When Selena Gomez works out (likely decked out in looks from her newest Puma collab), there's a good chance she's at Los Angeles–based Hot Pilates, which features 55-minute classes in—you guessed it!—steamin' 95 degree temps.
While the classes go through up to 20 body-blasting moves, the singer definitely has her faves—and they're all equipment-free, meaning you can try 'em on for size in your own home gym (which might well be a yoga mat in your living room). According to the studio's founder, Shannon Nadj, the side-kick series, all-fours straight-leg lifts, and single-leg pelvic lifts "get her strong and healthy"—oh, and burn the booty like crazy.
"We like to focus on every angle of the butt," Nadj told Self. And, she's not kidding: When doing the star's go-tos, you'll be working a lot more muscles than you typically would in other butt exercises (sorry, squats!) and will feel it the most in your gluteus maximus, as well as the gluteus medius.
Aside from working your way toward a seriously strong booty, Nadj also noted these moves are great for the entire body, working the inner and outer thighs, quads, core, back, and shoulders as well. So, are you ready to give them a try? Thanks to Rhode Island–based Pilates instructor Amy Cardin's step-by-step instructions, you can do just that.
Try these 3 Selena Gomez–approved moves to tone your glutes.
1. Side-kick series
What it works: your lateral flexors (internal/external obliques) and your abductors (especially your gluteus maximus!)
- Begin by laying on your right side.
- Place the point of your right elbow on the ground, with your head resting in your right palm.
- Align both legs straight together and place them at a slight angle in front of your hips.
- Place the left palm on the ground in front of your core and lift the right side of your ribs off the ground. (Keep in mind the setup for this exercise will make or break your success with it.)
- To execute the move, externally rotate both legs from your hips so your heels touch and your toes are apart.
- Kick your left leg straight up toward the ceiling, without dropping your ribs toward the mat, then bend your knee, bringing your left toes toward your right knee.
- Extend your left leg, still externally rotated, down toward your right leg.
- Repeat 10 to 15 times before turning onto your left side.
2. All-fours straight-leg lifts
What it works: your arms, core, gluteals, and hamstrings
- Begin on all fours with your hands under your shoulders and your knees directly under your hips.
- Pull your shoulder blades down your back and your abdominals up toward your spine. Keep your weight evenly distributed between your hands and knees.
- Extend your right leg behind you and lift your leg in line with your hip. Keep your core engaged so your lower back doesn’t arch.
- From your hip joint, externally rotate your right leg and keep your knee straight.
- Lift your leg above hip height and then lower to hip height, without bending your knee.

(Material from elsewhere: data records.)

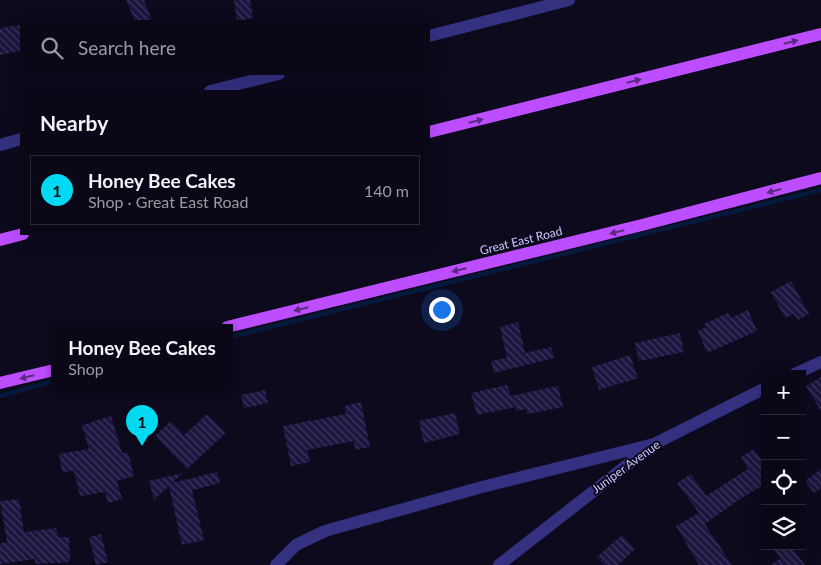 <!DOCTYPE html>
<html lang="en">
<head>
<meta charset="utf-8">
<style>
  body { margin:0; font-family:Lato,sans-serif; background:#181623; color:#f1f3f6 }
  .controls { position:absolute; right:15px; bottom:15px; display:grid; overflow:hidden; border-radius:0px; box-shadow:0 5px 20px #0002 }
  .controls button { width:45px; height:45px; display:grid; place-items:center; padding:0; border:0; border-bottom:1px solid #2a2935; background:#0a0816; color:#f1f3f6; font:25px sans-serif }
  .you { position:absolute; left:441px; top:309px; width:18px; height:18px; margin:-12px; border:4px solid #fff; border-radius:50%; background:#1a73e8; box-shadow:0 0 0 8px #1a73e833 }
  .badge { display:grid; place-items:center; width:32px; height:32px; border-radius:50%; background:#00d9f2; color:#111; font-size:16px; font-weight:700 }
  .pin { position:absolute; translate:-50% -41px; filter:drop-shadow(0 1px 2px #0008) }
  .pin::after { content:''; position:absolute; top:26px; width:18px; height:15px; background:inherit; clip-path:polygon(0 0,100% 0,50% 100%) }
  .popup { position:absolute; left:51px; top:324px; width:182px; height:65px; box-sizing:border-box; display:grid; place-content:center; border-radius:0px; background:#0a0816; filter:drop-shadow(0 1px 4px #0005); font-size:16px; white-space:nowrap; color:#999aa1 }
  .popup b { font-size:19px; color:#f1f3f6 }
  .popup::after { content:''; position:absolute; left:50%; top:100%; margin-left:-10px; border:10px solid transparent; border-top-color:#0a0816 }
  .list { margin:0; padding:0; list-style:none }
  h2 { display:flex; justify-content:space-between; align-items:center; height:65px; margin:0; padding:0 20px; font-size:21px }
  h2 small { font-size:16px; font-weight:400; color:#999aa1 }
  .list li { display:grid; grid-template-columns:32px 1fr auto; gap:15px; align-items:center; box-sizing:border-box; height:70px; margin:0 10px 10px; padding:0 10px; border:1px solid #2a2935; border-radius:0px }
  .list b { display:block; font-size:19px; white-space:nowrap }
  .list p { margin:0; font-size:16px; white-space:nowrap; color:#999aa1 }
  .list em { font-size:16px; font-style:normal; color:#999aa1 }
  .icon { flex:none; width:28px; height:28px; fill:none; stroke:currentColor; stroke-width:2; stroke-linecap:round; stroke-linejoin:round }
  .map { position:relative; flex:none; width:821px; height:565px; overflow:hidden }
  .search { position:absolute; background:#0a0816; box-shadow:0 5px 20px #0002; left:20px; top:20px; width:410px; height:55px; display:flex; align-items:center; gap:12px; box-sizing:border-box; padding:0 18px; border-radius:0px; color:#999aa1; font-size:19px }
  .panel { position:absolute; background:#0a0816; box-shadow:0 5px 20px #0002; left:20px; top:90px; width:410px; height:145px; border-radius:0px }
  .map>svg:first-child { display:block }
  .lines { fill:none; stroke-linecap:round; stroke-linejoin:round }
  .stream { stroke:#05193c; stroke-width:4.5 }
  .building { fill:url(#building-back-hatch) }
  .minor { stroke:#343180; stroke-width:12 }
  .major { stroke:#bd4eff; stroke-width:12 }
  .oneway { fill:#5c2983 }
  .labels { text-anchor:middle; stroke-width:4; stroke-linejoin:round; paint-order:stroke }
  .street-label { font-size:12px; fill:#cdc7ff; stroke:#0d0a1e }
</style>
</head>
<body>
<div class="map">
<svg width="821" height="565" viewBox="0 0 821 565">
  <defs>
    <pattern id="building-back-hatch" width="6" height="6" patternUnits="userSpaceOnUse" patternTransform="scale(1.25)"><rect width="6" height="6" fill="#1d1540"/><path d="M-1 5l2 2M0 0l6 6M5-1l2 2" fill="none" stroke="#3d365d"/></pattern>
  </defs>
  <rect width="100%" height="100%" fill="#0d0a1e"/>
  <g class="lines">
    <!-- stream -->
    <path class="stream" d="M230,337L821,190
      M0,396L54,381"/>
  </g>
  <!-- building -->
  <path class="building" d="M126,0H144L152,21H135Z
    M234,0H250L253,18L237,21Z
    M21,25V51L0,55V28Z
    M791,281L809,314L798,320L794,314L785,318L771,292Z
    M748,310L757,331L707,353L698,331L706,327L704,324L728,313L731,318Z
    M518,322L525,353L551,347L554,358L494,373L491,361L507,358L500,327Z
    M680,333L684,352L639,361L635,343Z
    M630,355L638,378L599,390L592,367Z
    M821,377V411L806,386Z
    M507,385L511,396L558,386L563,407L527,414L526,409L516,411L515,407L477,415L471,393Z
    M265,390L268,403L244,408L241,395Z
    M361,402L370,447L355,450L354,441L307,450L310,462L291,466L283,426L346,414L345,406Z
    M455,413L460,434L424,443L419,421Z
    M207,414L226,433L187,469L155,436L171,421L184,435Z
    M111,416L122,453L128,452L134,476L117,481L122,499L108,503L105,492L80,496L74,471L62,472L59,454L89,449L82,425Z
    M754,449L765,466V484L737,501L705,524L732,565H699L676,526L699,513L677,483L691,474L706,496L748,469L741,457Z
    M821,469V488L814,493L805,481Z
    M217,472L220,483L192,490L204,540L182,545L169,486L154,500L149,481L183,473L172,483Z
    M19,499L24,532L56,528L58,537H69L70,562L35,564V559L0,564V543L7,542L0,501Z
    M101,534L108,562L96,565L89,537Z
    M622,535L635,549L618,565H604L597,557Z
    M771,546H791L805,565H771L781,558Z"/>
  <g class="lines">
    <!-- minor -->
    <path class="minor" d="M429,36L569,0
      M210,91L279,74
      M0,145L21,139
      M795,374L821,362
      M276,565L296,545L325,531L482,487L654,444
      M499,565L654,444L765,388"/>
    <!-- major -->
    <path class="major" d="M429,132L821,34
      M0,240L23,234
      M227,327L642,225L821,178
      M0,383L54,370"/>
  </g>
  <!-- one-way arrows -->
  <defs><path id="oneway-solid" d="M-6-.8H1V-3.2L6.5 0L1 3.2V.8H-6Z" transform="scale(1.25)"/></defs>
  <g class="oneway">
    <use href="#oneway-solid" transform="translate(791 42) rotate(-14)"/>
    <use href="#oneway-solid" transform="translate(634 81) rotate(-14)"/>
    <use href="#oneway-solid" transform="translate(476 121) rotate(-14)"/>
    <use href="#oneway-solid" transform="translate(774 191) rotate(165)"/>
    <use href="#oneway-solid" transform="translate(617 232) rotate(166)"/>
    <use href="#oneway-solid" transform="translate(459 270) rotate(166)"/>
    <use href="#oneway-solid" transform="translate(301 309) rotate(166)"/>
    <use href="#oneway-solid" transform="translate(27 377) rotate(166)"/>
  </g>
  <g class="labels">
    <!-- street labels -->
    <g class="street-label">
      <text transform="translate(521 241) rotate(-14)" y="4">Great East Road</text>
      <text transform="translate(626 467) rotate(-36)" y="4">Juniper Avenue</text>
    </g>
  </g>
</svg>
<div class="controls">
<button>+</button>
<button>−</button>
<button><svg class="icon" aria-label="locate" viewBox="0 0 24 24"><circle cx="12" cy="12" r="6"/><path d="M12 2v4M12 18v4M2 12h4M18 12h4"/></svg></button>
<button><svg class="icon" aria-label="layers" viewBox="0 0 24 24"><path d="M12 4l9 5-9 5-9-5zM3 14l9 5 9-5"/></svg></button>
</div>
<div class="you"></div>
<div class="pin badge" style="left:142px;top:446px">1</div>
<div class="popup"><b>Honey Bee Cakes</b>Shop</div>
<div class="search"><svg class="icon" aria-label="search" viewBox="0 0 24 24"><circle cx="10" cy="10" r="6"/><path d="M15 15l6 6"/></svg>Search here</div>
<section class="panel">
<h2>Nearby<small></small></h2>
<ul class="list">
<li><span class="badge">1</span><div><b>Honey Bee Cakes</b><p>Shop · Great East Road</p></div><em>140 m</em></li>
</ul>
</section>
</div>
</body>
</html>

- Repeat 8 to 10 times before lowering your right leg. For an added bonus, pulse the leg up and down slightly for an extra burn. Repeat with the left leg.
3. Single-leg pelvic lifts
What it works: the posterior (back) chain of your body
- Begin by laying on your back with your knees bent, feet on the floor, and palms pressing onto your mat, by your hips.
- Extend your right leg up toward the ceiling and point your toes. Keep your hips and square as possible.
- In one motion, lift your hips off the mat, reaching your right toes up toward the ceiling.
- To lower down, slowly articulate through your spine, feeling each vertebrae connect to the mat.
- Once your hips touch the mat, lift your hips back up, reaching your toes toward the ceiling. Keep your right leg as straight as possible the whole time. The flexibility of your hamstrings will determine how straight you can comfortably keep your leg as you lower and lift your hips off the mat.
- Compete 8 to 10 reps on the right side before switching to the other leg.